The Wrong Stuff
Lame ‘Space Force’ explodes on the launch pad
Forget The Office. The closest comparison to Space Force is a Saturday Night Live cold open. Subjects that are so outlandish they’re beyond parody and tired, outdated jokes full of wasted opportunity have populated that late-night show’s first few minutes for years now. They built Space Force from the same mold.
The new Netflix farce from Office showrunner Greg Daniels is essentially a workplace comedy about the people who make up Space Force, the very real branch of the military that President Trump announced in 2018. Co-creator Steve Carrell plays Gen. Mark Naird, who learns upon promotion to an Air Force four-star that he will not be leading the Air Force, but will instead be heading up the newly-created Space Force in an effort to colonize and study the moon. A team of scientists, led by Dr. Adrian Mallory (John Malkovich) and Dr. Chan (Jimmy O. Yang), assist him. The science/military tension between Naird and Mallory is the heart of the show. Malkovich is Space Force’s greatest comedic asset, turning lackluster jokes into laugh-out-loud moments purely on vocal inflection alone.
A supporting cast of Space Force soldiers rounds out the group, but they are largely sidelined in favor of Carrell and Malkovich.
Naird is also fighting a battle at home. The promotion to Space Force means he has to uproot his family from Washington, D.C. to Colorado, causing his teenage daughter Erin (Diana Silvers) to resent him and driving his wife Maggie (an underused Lisa Kudrow) to commit some sort of crime that lands her in prison for 40 years. The show never mentions the crime, and then does a “one year later” jump cut within its first five minutes to indicate that Maggie is in prison. Daniels says that’s supposed to be the whole joke. Oh, and Naird’s aging father (The late, great Fred Willard, RIP) keeps running away from home, prompting Naird to use military satellites to find him at all hours of the night.
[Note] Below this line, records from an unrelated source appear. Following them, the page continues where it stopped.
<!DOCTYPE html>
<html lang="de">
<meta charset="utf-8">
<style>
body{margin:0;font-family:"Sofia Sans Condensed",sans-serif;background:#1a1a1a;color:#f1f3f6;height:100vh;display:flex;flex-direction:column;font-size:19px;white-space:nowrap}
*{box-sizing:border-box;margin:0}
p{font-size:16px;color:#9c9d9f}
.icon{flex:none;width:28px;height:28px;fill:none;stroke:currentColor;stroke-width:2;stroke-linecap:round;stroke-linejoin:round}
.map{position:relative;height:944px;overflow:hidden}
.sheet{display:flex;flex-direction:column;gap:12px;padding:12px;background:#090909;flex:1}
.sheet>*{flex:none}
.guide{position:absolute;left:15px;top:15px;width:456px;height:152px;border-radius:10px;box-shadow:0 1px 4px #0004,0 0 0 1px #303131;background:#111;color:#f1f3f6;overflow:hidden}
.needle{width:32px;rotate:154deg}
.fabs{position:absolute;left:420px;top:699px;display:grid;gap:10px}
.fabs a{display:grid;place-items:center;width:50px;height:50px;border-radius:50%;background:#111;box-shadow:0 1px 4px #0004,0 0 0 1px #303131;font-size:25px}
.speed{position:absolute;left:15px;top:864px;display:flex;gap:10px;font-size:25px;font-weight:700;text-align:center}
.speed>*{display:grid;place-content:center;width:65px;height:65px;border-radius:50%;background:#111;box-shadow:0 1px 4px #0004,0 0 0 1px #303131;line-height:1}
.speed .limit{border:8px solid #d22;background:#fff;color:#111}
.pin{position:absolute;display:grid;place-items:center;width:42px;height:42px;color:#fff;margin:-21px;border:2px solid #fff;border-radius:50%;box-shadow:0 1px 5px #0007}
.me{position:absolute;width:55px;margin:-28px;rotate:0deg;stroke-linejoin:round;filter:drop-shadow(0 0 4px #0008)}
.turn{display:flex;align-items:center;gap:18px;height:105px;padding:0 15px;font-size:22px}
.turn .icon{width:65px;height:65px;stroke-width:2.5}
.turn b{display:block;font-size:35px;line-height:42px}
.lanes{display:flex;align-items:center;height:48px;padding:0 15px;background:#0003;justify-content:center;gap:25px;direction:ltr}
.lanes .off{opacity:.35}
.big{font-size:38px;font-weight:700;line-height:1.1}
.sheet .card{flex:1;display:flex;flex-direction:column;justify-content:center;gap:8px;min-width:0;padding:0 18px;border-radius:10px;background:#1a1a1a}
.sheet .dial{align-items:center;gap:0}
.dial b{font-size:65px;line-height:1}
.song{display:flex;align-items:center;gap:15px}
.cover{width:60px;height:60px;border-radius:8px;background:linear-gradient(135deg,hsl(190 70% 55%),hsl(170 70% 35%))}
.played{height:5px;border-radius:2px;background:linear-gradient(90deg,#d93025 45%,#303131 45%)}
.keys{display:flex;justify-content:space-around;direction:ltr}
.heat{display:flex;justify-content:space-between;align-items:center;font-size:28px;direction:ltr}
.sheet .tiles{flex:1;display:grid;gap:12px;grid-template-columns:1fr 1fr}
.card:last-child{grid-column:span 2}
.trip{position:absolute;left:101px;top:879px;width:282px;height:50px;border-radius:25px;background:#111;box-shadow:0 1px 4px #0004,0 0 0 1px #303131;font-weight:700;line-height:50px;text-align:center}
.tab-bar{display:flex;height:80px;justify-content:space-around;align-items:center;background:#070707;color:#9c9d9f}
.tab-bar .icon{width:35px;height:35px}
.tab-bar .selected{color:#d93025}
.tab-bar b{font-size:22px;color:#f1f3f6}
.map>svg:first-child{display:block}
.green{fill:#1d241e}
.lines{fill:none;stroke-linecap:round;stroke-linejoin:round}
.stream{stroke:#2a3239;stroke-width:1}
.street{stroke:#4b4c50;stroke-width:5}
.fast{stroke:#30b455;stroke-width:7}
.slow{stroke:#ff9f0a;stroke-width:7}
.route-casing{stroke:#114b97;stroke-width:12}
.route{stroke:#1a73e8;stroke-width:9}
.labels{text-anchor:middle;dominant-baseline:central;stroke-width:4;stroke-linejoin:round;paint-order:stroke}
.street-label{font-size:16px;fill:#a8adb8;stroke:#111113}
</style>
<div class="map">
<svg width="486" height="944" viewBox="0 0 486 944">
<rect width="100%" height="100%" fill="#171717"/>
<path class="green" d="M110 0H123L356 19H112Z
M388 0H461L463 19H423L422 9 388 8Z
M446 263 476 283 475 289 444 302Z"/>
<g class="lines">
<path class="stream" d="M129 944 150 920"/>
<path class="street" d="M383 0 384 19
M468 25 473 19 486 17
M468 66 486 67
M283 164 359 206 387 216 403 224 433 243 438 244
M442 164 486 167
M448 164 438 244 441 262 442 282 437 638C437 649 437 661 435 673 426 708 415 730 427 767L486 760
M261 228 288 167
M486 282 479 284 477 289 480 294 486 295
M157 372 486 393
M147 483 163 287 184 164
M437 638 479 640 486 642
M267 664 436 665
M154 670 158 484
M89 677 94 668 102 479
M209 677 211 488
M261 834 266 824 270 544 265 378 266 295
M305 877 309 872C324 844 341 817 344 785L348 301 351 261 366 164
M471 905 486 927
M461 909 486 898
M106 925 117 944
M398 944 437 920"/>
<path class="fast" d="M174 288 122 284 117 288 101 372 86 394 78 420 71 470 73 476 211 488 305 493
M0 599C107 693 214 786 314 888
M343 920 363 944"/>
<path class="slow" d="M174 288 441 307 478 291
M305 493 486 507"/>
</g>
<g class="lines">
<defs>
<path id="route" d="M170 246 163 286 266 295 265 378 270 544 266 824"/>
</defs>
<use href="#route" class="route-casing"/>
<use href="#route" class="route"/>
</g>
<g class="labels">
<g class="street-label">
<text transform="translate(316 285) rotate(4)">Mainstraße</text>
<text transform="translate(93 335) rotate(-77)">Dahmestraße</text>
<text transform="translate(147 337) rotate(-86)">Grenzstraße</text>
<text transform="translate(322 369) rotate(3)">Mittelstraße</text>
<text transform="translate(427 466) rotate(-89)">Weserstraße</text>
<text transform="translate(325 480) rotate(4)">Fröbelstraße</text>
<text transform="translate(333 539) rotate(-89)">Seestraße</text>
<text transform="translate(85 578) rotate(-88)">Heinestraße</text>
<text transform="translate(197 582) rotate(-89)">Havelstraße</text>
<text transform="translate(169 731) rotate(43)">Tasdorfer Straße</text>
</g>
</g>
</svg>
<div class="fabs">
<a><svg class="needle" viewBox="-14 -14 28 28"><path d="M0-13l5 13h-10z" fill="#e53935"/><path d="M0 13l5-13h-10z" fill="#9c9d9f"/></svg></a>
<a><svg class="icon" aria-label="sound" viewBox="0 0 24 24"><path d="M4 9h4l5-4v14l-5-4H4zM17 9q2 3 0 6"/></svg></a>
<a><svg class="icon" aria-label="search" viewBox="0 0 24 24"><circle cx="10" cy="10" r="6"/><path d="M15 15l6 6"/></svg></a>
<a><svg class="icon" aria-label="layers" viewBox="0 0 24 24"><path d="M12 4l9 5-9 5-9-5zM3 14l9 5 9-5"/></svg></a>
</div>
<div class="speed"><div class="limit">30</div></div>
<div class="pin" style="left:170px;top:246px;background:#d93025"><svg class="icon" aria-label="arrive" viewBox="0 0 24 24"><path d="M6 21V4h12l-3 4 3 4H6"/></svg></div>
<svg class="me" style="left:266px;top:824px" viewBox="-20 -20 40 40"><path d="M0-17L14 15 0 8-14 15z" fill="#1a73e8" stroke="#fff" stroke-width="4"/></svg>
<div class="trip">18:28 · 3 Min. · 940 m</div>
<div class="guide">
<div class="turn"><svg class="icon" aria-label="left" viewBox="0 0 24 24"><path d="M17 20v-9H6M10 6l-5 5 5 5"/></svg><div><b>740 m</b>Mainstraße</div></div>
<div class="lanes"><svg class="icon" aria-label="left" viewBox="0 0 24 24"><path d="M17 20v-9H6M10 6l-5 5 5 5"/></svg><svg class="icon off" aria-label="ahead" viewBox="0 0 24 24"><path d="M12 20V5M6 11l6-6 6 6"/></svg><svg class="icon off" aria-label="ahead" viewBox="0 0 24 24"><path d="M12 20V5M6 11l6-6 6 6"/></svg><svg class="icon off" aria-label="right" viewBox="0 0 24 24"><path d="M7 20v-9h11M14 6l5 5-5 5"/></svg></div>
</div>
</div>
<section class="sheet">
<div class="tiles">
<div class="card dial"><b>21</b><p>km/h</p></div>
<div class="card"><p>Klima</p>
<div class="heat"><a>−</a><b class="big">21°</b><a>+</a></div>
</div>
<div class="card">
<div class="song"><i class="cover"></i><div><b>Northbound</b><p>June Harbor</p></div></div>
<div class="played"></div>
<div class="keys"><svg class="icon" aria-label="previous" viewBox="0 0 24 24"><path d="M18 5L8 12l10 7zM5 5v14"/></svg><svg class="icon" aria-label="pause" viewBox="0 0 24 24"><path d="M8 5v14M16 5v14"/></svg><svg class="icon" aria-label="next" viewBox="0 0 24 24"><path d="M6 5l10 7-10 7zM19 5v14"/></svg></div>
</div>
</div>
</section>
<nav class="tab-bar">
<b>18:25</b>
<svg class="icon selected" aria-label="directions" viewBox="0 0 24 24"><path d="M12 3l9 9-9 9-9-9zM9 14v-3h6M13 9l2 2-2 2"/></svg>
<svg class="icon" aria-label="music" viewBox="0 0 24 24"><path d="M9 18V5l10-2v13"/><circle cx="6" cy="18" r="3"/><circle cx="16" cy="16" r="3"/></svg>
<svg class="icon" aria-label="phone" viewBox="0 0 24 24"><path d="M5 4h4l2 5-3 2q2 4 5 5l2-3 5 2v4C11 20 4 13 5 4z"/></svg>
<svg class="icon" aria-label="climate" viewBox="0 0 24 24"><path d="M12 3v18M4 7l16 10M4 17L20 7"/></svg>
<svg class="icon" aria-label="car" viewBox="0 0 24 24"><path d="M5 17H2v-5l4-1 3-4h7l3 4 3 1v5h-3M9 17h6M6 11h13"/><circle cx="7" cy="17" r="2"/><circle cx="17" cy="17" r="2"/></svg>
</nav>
Space Force doesn’t name, show, or sound-bite Trump at all, but Trump’s shadow hangs over the whole show. It mentions Tweets, of course: “The president tweeted he wants boots on the moon by 2024. Well, actually, he said ‘boobs,’ but we believe that was a typo.” “Expect a firestorm on Twitter after what you just did.” The jokes about the POTUS are so tired, and have about as much bite as a Jimmy Fallon monologue.
Daniels and Carrell have said they didn’t intend the show to be a skewering of Trump, who the public meet with ridicule when he announced the real Space Force.
Uh-huh. Sure. Nobody who’s seen this show will buy that, with sets that evoke memories of Dr. Strangelove and episodes about POTUS tweets and possible Russian spies and Chinese interference with American moon rovers. That’s not to mention the Chuck Shumer, Nancy Pelosi, Anthony Scaramucci and Alexandria Ocasio-Cortez stand-ins named Chuck Schugler, Nancy Pitosi, F. Tony Scarapiducci and Anabela Ysidro-Campos. Comedy!
Carrell plays Naird like a cross between a grizzled veteran and Prison Mike, with a gruff voice that never seems like it’s taking itself seriously. He’s a buffoon who reached the top by failing upwards, and much like in The Office, his success depends on his team succeeding despite (and sometimes because of) his ineptitude. The entire second episode is about Naird trying to convince a chimpstronaut (exactly what it sounds like) to fix a satellite that got knocked out of orbit.
Space Force portrays the rest of the Joint Chiefs of Staff (played by Diedrich Bader, Jane Lynch, Patrick Warburton, Noah Emmerich and Larry Joe Campbell) in the same manner. Each scene with them is clearly trying to evoke the “you can’t fight in here, this is the war room” scene from Strangelove, but thinks the height of comedy is dick and fart jokes.
And that’s really the whole issue with this show. The entire concept of a Space Force is wild enough on its own, and so well-known in our current media landscape, that a show about it wouldn’t need to hit viewers over the head with its novelty. Space Force is like if Veep or Death of Stalin chose the easy joke over hard commentary every time.
The easy way out is to attempt to lampoon the concept of America living on the moon. A truly novel concept would be to make an idealist, honest-to-goodness show that takes this mission seriously, and examine what might really happen if we put “boots on the moon” instead of making fun of it. The best parts of Space Force– when Naird lobbies for more funding from the House Committee, or when he’s talking to his space soldiers about the enormity of their mission–take that path.
But too often, Space Force is content to take up space with jokes that lack gravity.